Exercise goal:
List each line of the data that holds the word "Edificio".

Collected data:
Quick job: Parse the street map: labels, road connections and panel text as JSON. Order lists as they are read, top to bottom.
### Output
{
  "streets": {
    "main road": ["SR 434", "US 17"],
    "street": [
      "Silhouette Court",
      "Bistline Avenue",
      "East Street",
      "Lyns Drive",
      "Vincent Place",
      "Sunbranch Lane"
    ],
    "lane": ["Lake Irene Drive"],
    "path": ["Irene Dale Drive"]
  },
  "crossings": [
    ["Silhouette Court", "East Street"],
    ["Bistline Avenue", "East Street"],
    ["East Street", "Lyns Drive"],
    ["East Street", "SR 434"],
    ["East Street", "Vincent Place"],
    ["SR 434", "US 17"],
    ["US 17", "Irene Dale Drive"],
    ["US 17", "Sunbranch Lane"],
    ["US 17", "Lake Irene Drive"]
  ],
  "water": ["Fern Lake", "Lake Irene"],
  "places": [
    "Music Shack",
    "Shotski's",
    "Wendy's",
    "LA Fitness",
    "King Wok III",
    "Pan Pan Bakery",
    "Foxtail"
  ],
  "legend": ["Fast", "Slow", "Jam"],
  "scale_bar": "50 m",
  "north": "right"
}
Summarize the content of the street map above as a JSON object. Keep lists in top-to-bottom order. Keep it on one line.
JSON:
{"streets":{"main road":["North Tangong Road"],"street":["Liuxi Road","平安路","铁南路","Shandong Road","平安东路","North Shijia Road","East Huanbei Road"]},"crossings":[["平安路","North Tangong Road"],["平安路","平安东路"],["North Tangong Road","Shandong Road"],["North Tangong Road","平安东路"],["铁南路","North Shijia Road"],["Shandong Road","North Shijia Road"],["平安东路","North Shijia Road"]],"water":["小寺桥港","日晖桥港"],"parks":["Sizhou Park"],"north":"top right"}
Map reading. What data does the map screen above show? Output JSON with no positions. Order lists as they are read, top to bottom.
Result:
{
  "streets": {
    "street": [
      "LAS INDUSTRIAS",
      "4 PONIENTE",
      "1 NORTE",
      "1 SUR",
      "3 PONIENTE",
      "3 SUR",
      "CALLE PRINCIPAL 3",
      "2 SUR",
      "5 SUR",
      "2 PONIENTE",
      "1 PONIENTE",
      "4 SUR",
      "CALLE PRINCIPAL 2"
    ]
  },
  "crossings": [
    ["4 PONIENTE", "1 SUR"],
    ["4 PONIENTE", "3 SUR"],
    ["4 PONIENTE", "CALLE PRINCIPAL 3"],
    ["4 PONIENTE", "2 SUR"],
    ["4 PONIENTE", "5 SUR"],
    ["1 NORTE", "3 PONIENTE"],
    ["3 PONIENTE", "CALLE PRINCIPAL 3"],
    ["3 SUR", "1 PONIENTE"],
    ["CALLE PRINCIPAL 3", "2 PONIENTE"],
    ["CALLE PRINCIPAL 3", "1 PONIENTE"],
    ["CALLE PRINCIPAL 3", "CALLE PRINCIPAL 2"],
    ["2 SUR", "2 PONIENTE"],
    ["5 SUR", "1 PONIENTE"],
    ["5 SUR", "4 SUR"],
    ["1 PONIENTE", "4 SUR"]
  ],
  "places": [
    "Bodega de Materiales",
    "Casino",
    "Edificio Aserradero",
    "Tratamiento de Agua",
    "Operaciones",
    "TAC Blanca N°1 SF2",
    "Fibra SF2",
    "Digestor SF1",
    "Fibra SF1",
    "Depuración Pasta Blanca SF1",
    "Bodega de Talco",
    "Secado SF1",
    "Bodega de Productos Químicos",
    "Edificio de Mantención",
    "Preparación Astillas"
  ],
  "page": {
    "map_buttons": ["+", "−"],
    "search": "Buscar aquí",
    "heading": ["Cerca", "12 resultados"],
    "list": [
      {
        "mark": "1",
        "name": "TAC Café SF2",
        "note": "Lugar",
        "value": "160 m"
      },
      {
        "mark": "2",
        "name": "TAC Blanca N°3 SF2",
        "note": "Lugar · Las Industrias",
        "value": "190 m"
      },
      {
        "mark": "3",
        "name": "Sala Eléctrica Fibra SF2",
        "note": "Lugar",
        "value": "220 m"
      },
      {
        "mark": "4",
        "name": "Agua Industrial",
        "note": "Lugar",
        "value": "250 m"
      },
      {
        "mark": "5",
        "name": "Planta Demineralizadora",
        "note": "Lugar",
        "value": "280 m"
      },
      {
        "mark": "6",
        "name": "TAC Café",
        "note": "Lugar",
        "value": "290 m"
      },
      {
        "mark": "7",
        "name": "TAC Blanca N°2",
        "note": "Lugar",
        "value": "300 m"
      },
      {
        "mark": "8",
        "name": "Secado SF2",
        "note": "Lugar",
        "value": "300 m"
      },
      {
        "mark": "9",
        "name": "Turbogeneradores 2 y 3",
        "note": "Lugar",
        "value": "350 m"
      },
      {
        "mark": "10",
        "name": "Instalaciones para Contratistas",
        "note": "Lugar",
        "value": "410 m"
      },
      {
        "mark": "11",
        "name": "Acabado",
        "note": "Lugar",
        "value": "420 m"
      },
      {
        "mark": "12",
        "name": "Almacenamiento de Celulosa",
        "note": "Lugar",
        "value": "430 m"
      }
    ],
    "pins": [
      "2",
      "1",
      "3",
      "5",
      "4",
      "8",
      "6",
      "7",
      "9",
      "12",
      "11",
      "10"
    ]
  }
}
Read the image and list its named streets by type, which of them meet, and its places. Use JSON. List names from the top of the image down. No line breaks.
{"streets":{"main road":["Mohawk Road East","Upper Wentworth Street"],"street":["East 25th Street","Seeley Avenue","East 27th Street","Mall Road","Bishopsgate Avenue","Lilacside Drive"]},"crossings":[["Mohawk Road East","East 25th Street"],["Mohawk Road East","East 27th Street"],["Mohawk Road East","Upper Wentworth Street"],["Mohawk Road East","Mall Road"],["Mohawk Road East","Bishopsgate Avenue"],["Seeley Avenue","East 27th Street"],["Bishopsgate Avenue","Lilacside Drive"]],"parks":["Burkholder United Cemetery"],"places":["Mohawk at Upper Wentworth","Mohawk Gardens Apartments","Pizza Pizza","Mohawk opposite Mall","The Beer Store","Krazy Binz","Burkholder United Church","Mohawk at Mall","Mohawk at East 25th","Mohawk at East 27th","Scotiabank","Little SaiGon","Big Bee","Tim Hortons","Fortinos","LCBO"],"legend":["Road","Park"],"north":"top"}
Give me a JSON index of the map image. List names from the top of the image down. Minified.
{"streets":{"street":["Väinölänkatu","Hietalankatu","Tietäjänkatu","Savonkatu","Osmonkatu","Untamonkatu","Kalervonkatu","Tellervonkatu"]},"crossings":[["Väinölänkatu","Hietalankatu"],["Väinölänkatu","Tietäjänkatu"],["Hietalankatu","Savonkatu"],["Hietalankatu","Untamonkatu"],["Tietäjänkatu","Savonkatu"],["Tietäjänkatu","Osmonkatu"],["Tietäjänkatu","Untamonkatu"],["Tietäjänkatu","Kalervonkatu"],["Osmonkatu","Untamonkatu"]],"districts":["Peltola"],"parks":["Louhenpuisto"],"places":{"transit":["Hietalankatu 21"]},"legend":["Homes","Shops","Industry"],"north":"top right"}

Answer to the exercise:
    "Edificio Aserradero",
    "Edificio de Mantención",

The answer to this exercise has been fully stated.